We have installed an haproxy server in front of our web service and API. It decrypts the requests (TLS), parses the headers, then forwards to either our internal servers or our AWS cloud service depending on request parameters (both also TLS).
The service handles about 30 million requests a day. Almost all work fine, but we have a problem with a small number of requests from (ancient) Windows Mobile handhelds. The users of the devices frequently experience problems connecting to our API together with this device-level error message: “Unable to read data from the transport connection”
HaProxy doesn’t log any errors when this problem happens.
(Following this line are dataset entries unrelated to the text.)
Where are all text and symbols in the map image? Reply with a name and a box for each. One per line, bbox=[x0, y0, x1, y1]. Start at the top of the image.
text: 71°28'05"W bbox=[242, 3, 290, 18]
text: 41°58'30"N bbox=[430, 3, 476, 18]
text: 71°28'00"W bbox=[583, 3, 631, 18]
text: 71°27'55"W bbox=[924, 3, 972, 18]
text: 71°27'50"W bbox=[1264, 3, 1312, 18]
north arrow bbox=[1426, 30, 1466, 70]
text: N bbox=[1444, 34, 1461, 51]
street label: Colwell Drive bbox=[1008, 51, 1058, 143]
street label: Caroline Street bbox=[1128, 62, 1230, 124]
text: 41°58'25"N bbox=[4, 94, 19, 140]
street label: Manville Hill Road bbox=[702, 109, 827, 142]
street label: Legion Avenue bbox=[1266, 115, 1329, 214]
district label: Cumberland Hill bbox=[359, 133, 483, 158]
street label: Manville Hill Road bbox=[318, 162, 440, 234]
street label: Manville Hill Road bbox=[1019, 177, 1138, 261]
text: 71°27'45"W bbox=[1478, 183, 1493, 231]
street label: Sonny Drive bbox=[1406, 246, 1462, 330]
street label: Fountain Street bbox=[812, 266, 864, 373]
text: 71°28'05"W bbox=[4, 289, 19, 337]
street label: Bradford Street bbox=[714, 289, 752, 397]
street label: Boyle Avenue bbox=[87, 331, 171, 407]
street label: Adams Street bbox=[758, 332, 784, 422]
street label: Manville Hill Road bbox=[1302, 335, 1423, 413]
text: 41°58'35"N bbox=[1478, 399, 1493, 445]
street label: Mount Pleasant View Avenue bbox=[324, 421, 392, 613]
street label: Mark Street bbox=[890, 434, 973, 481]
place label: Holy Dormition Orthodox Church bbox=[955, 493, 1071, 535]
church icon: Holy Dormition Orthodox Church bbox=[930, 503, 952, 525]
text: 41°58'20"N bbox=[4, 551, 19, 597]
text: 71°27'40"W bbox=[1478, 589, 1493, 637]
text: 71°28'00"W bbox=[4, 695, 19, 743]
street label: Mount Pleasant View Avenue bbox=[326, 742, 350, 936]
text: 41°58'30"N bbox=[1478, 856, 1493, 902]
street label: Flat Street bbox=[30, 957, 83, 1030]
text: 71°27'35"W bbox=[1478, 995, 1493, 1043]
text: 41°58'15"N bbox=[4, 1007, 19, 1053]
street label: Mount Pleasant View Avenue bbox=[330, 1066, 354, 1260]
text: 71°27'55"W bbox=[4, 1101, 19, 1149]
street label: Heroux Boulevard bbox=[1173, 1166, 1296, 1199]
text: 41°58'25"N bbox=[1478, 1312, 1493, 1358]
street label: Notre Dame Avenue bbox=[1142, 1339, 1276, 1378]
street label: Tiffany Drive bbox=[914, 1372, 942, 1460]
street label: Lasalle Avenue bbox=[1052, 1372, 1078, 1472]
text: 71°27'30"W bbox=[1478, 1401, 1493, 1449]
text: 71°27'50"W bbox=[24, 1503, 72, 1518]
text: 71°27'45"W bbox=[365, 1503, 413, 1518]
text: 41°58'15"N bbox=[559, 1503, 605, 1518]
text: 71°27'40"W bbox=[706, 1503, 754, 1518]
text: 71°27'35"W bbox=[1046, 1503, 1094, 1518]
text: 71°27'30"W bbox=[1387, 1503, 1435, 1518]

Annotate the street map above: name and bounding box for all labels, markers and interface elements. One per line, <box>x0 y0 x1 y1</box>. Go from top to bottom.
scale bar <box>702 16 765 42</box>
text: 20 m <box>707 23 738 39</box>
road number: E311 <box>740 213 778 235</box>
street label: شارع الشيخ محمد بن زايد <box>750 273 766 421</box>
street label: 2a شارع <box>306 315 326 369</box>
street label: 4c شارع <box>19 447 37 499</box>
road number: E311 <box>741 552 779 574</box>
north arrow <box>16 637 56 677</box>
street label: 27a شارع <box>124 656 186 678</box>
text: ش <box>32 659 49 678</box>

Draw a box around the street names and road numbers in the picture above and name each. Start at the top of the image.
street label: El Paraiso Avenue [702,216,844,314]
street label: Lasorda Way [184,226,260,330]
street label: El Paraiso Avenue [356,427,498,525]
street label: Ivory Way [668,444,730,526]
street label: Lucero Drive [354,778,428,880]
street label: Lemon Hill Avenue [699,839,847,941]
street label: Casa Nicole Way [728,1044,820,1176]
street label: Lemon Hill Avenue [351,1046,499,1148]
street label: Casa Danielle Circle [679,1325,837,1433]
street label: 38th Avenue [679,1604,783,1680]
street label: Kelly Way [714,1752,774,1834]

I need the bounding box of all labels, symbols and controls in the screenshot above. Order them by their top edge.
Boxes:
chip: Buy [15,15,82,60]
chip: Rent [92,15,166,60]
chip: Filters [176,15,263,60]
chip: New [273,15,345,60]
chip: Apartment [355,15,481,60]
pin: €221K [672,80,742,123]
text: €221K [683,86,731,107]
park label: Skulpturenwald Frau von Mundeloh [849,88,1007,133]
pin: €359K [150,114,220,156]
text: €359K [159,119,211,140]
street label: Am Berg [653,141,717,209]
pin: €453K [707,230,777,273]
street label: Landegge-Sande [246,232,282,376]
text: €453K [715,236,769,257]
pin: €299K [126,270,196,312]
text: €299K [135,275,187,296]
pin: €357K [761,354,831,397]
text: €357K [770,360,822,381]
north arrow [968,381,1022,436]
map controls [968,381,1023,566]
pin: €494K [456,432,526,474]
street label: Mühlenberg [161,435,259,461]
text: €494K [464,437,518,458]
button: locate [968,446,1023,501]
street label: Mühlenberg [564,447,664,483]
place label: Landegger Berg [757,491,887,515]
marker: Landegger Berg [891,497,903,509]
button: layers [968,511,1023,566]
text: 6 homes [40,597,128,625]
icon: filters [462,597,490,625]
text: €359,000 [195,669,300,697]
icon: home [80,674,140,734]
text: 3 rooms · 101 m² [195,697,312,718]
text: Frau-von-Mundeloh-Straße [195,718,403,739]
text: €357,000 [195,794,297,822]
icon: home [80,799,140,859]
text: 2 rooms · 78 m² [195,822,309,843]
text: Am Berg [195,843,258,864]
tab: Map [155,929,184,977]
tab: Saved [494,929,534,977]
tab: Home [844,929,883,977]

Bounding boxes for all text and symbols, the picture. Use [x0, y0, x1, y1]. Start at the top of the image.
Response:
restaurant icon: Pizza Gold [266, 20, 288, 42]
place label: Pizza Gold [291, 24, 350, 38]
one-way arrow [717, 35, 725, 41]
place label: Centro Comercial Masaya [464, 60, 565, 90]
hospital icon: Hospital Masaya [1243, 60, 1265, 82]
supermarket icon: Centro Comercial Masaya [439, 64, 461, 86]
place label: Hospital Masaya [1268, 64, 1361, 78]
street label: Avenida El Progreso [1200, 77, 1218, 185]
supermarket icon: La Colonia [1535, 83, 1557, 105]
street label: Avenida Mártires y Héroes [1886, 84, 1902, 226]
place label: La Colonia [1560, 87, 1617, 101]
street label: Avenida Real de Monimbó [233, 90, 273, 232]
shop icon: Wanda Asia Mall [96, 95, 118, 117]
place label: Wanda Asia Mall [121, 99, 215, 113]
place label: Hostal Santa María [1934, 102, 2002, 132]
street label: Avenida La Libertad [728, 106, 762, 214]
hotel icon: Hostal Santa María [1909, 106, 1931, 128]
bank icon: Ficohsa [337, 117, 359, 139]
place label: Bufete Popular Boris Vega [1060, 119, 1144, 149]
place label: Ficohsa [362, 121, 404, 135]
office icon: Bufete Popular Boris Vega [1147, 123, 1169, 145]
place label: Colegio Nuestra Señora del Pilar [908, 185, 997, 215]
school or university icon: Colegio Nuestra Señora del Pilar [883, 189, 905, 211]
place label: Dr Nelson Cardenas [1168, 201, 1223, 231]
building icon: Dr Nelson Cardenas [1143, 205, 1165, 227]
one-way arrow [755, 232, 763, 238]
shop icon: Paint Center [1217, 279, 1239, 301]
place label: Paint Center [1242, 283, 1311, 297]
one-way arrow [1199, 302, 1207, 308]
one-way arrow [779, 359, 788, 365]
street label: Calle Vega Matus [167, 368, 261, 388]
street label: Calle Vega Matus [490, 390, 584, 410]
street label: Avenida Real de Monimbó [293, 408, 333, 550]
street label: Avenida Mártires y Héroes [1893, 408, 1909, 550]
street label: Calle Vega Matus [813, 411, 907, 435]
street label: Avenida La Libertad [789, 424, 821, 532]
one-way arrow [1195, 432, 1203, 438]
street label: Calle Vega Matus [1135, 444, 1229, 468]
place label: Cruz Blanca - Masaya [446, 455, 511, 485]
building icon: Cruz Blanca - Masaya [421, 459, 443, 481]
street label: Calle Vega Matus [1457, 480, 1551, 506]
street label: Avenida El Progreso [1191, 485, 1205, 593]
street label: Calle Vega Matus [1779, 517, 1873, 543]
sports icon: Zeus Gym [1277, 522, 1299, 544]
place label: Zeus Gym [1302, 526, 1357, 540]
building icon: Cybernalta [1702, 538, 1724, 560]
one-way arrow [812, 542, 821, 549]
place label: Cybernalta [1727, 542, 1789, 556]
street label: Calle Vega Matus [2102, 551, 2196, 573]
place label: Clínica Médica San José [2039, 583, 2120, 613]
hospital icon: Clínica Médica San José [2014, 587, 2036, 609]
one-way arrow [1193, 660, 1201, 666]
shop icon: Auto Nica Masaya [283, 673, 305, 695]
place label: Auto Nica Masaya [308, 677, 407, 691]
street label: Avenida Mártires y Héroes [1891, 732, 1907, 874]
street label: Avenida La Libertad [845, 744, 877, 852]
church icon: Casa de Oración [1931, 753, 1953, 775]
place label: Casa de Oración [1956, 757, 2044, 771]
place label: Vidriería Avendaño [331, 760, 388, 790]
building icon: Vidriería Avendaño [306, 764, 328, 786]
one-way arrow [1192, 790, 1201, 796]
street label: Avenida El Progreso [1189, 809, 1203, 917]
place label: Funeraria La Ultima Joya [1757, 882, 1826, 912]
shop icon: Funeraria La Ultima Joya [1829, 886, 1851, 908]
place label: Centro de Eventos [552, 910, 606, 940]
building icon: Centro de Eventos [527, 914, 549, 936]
Due to the handhelds being in client premises we’re also unable to determine whether the bad requests are logged by haproxy as successful as they are surrounded by many genuinely successful requests.
There are no network-level errors reported by the network interface.
Removing haproxy from the equation stops the problem. Putting it back starts the problem again. But I’m at a complete loss as to what might be happening. If anybody has seen anything like this then I’d be very glad to hear from you.
Some customers tell me that this problem happens if their device is idle for more than a couple of minutes between uses. I wonder if there’s some keepalive timeout not respected by haproxy that impacts Windows Mobile (but is handled ok by more modern systems).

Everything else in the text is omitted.